Cloud Platform Support

  • Amazon EKS - Supports running distributed training workloads on Amazon Elastic Kubernetes Service clusters.
  • Google GKE - Provides end-to-end guidance for training generative AI models on Google Kubernetes Engine.

Open Source and Licensing

The NeMo Framework is open-source under the Apache 2.0 license, welcoming community contributions.
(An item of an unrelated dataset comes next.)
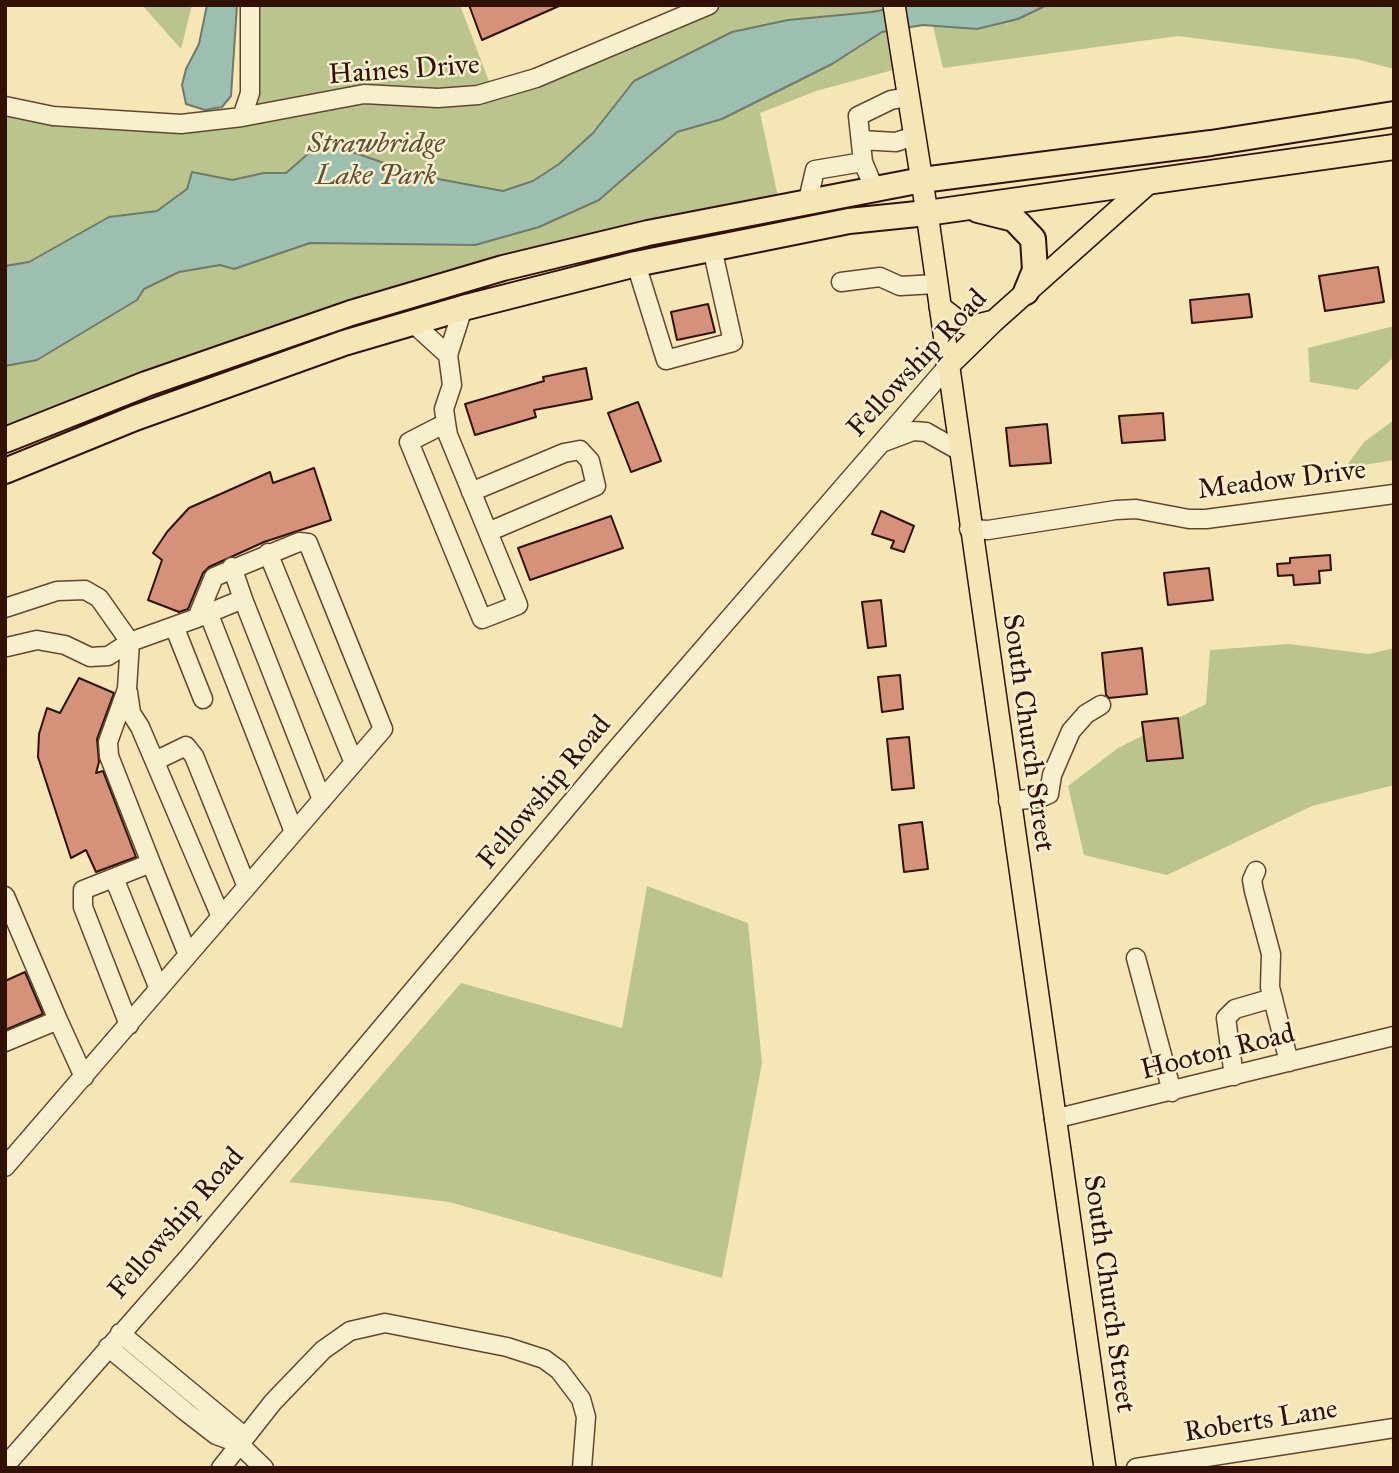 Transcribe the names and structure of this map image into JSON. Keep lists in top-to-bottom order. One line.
{"streets":{"main road":["Fellowship Road","South Church Street"],"street":["Haines Drive","Meadow Drive","Hooton Road","Roberts Lane"]},"crossings":[["Fellowship Road","South Church Street"],["Meadow Drive","South Church Street"],["South Church Street","Hooton Road"]],"parks":["Strawbridge Lake Park"]}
The project maintains active development and support on GitHub, providing extensive documentation, tutorials, and example scripts.

Learning Resources

  • Official Documentation - Provides complete user guides and technical documentation.
  • Tutorials - Extensive tutorials that can be run on Google Colab.
  • Example Scripts - Complete suite of examples supporting multi-GPU/multi-node training.
  • Community Support - FAQ and community support provided through the GitHub Discussions board.

The NVIDIA NeMo Framework represents the cutting edge of generative AI development, providing researchers and developers with a powerful, flexible, and scalable platform for building the next generation of AI applications.